■ WORK TO COMPLETE:
A faithful copy of all the records is needed, with the pictures omitted.

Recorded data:
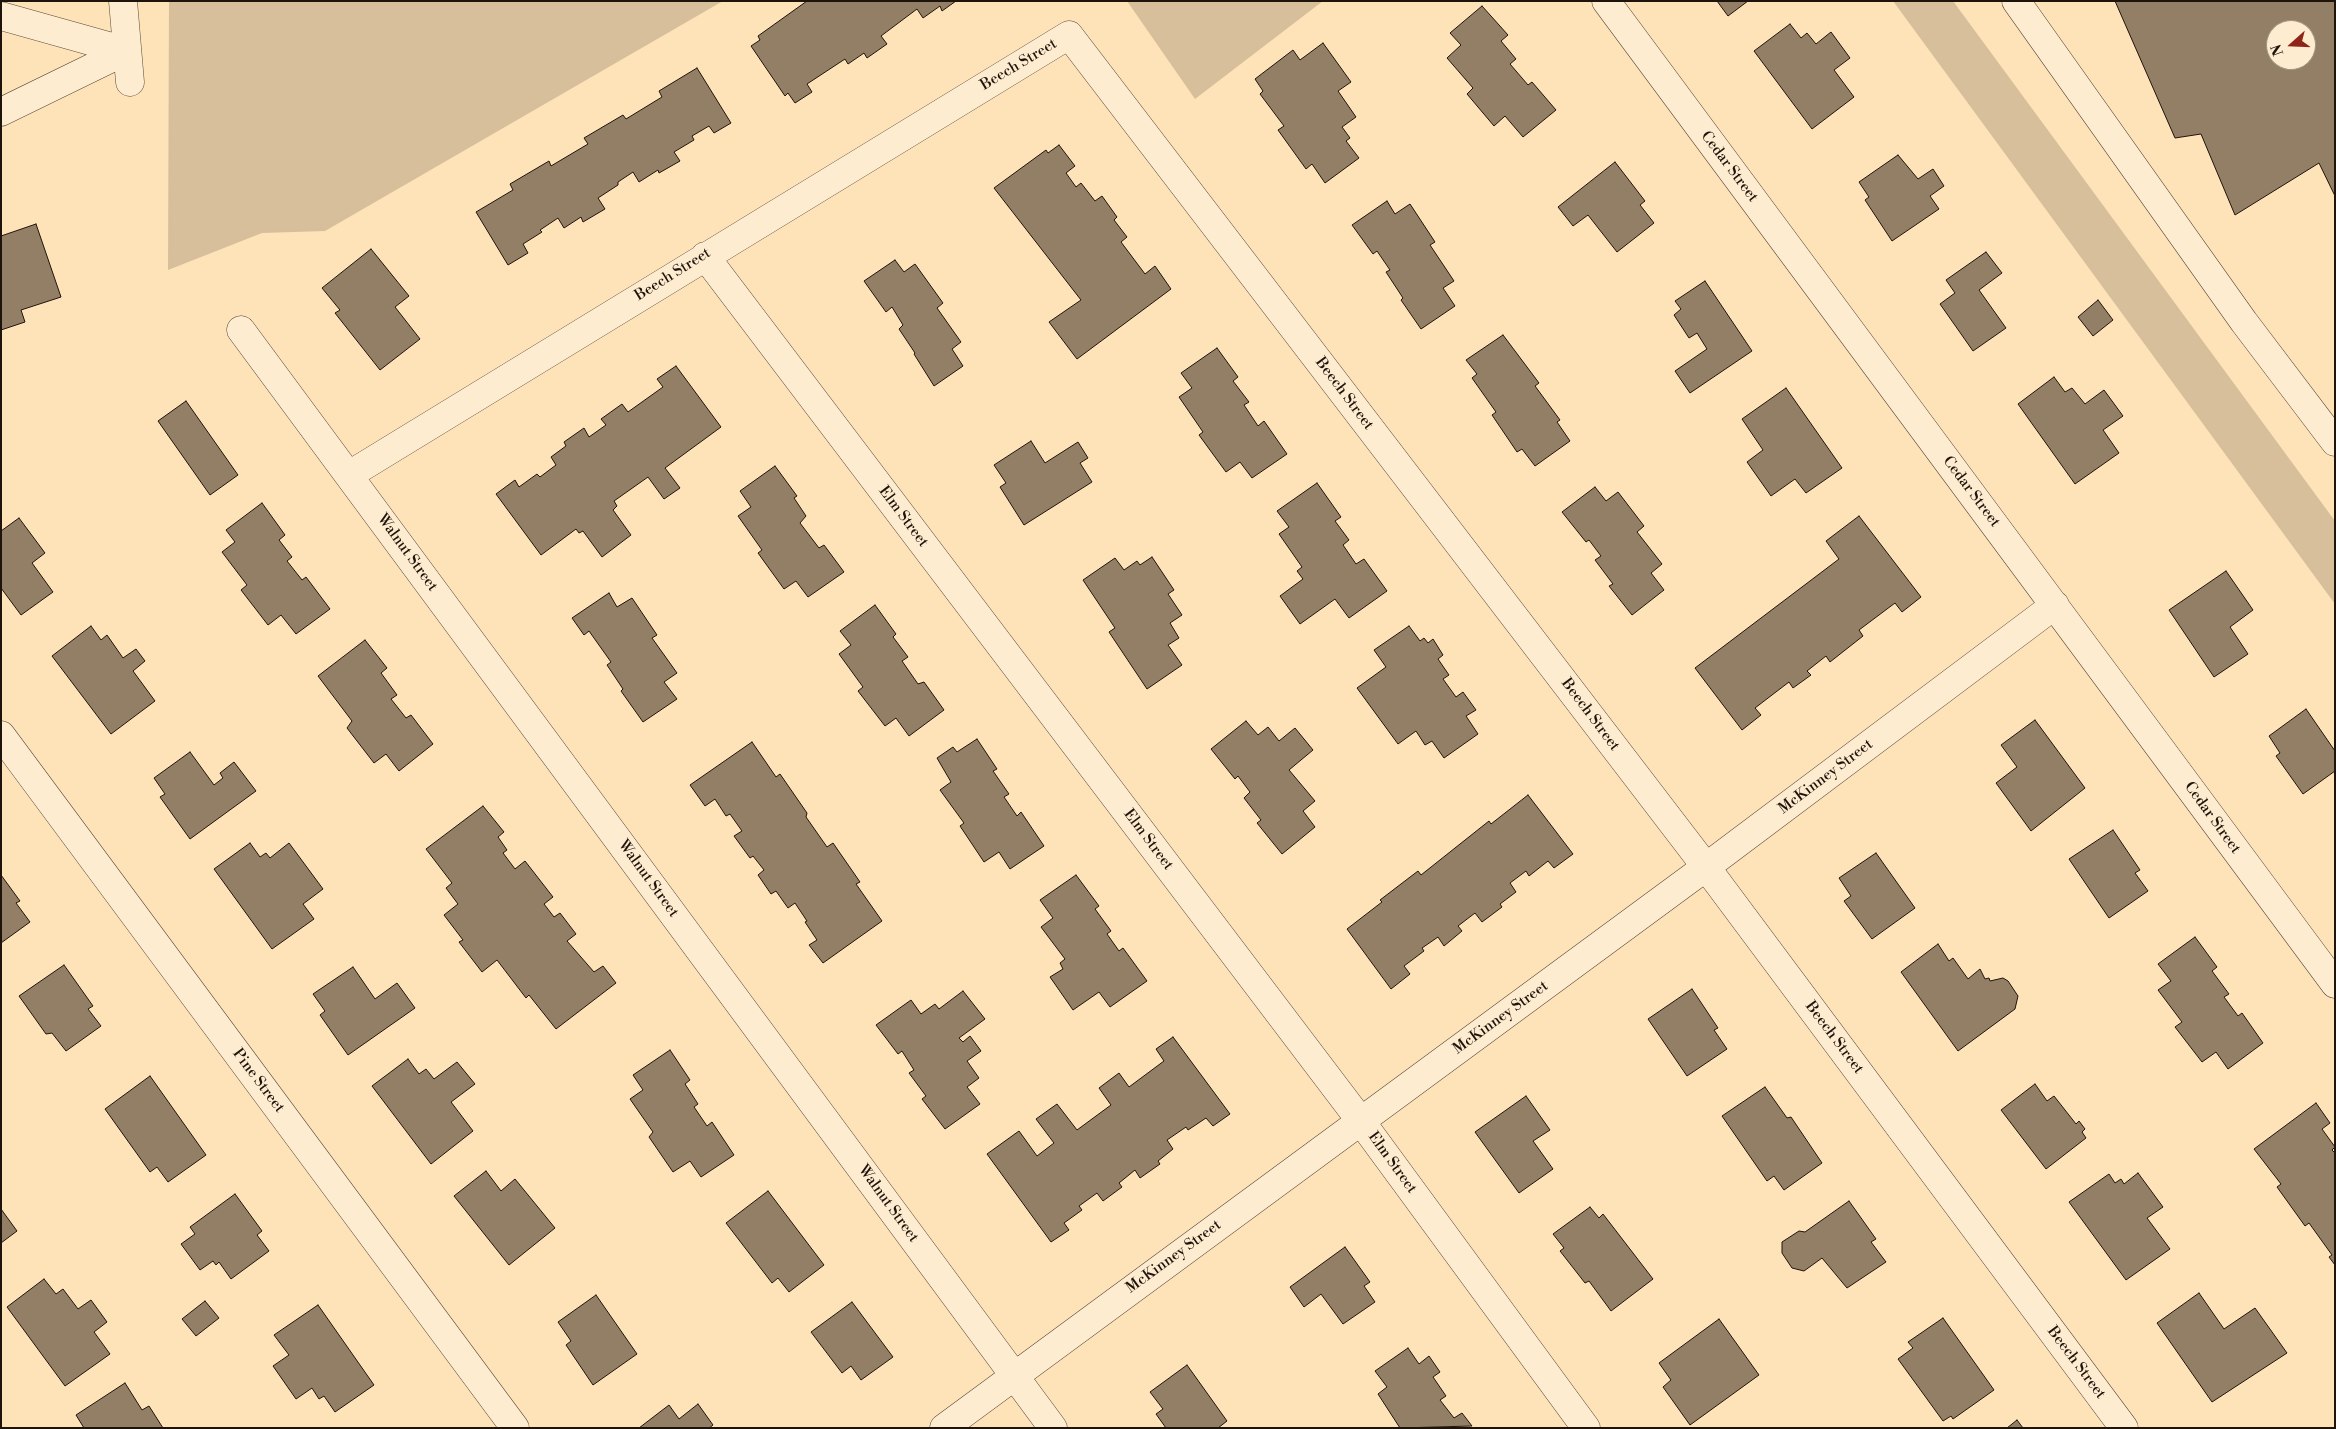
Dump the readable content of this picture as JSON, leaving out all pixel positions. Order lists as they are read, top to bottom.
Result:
{
  "streets": {
    "street": [
      "Beech Street",
      "Cedar Street",
      "Elm Street",
      "Walnut Street",
      "McKinney Street",
      "Pine Street"
    ]
  },
  "crossings": [
    ["Beech Street", "Elm Street"],
    ["Beech Street", "Walnut Street"],
    ["Beech Street", "McKinney Street"],
    ["Cedar Street", "McKinney Street"],
    ["Elm Street", "McKinney Street"],
    ["Walnut Street", "McKinney Street"]
  ],
  "north": "left"
}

■ YOUR SOLUTION:
Dump the readable content of this picture as JSON, leaving out all pixel positions. Order lists as they are read, top to bottom.
Result:
{
  "streets": {
    "street": [
      "Beech Street",
      "Cedar Street",
      "Elm Street",
      "Walnut Street",
      "McKinney Street",
      "Pine Street"
    ]
  },
  "crossings": [
    ["Beech Street", "Elm Street"],
    ["Beech Street", "Walnut Street"],
    ["Beech Street", "McKinney Street"],
    ["Cedar Street", "McKinney Street"],
    ["Elm Street", "McKinney Street"],
    ["Walnut Street", "McKinney Street"]
  ],
  "north": "left"
}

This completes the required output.